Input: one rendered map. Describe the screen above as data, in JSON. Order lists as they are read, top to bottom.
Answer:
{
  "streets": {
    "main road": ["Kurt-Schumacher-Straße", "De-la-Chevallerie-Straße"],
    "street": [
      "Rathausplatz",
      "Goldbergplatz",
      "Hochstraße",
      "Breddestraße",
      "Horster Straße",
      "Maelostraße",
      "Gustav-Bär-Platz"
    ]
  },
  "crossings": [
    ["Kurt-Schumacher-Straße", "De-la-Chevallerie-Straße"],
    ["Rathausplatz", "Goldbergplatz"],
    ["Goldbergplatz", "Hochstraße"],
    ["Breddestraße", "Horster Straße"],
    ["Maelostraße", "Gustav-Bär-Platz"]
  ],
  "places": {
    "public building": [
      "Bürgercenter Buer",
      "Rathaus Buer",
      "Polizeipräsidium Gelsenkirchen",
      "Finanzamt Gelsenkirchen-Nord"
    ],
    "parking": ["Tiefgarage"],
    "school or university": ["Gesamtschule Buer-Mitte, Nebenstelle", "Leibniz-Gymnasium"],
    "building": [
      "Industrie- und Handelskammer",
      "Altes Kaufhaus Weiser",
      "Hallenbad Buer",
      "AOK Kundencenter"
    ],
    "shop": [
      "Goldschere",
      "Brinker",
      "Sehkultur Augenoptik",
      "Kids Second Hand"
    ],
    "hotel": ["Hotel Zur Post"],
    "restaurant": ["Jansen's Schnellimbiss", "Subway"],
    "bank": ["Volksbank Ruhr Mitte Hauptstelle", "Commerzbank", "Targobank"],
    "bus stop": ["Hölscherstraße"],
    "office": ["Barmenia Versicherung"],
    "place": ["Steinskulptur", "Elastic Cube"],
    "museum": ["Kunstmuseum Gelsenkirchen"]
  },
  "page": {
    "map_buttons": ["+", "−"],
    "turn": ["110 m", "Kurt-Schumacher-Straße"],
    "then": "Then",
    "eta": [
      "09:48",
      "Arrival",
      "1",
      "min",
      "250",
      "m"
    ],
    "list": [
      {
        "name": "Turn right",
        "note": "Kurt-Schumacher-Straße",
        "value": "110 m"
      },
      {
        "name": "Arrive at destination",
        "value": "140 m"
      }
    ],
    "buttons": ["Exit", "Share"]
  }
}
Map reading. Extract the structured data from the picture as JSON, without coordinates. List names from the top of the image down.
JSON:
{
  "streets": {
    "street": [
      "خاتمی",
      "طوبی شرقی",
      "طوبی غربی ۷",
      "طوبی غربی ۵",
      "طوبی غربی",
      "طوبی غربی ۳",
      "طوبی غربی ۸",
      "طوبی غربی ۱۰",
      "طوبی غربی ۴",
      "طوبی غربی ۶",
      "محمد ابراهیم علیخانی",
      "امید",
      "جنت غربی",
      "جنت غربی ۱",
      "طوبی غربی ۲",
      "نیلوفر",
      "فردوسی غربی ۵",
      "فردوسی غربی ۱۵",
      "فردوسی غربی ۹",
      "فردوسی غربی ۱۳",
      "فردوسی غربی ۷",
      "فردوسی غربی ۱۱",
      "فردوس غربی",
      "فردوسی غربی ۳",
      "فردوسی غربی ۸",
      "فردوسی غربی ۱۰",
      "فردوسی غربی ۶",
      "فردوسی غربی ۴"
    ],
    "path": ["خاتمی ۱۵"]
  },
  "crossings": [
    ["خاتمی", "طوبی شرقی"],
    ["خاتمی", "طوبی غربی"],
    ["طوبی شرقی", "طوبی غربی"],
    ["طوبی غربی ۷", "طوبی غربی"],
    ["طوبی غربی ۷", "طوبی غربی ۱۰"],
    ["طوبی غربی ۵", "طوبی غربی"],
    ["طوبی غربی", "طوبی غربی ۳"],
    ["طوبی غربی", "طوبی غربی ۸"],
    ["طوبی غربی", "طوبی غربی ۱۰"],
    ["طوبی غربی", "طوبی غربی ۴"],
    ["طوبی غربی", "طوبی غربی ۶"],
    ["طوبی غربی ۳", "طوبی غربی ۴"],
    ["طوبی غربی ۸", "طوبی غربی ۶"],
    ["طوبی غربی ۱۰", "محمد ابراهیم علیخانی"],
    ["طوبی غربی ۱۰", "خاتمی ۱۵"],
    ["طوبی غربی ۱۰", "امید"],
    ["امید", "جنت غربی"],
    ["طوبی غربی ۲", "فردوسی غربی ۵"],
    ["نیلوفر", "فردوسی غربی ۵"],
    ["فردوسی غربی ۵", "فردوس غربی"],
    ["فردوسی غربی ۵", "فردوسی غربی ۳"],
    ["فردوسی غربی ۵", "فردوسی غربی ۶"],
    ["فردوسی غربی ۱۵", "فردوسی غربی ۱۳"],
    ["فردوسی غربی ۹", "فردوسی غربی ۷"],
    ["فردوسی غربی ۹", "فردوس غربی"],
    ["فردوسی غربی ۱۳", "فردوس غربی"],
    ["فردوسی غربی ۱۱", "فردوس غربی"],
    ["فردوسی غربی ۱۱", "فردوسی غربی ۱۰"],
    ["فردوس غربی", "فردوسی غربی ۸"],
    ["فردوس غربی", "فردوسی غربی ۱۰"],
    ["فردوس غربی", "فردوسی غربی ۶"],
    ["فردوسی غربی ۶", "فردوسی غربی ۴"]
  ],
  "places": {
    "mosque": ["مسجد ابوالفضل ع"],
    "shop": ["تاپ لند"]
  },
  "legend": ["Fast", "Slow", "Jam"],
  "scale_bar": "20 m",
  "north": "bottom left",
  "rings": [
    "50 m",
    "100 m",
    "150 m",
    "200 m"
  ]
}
........
Filter the listing above for lines with the word "Rathausplatz", and copy each one you find.

* _TASK RESULT_:
      "Rathausplatz",
    ["Rathausplatz", "Goldbergplatz"],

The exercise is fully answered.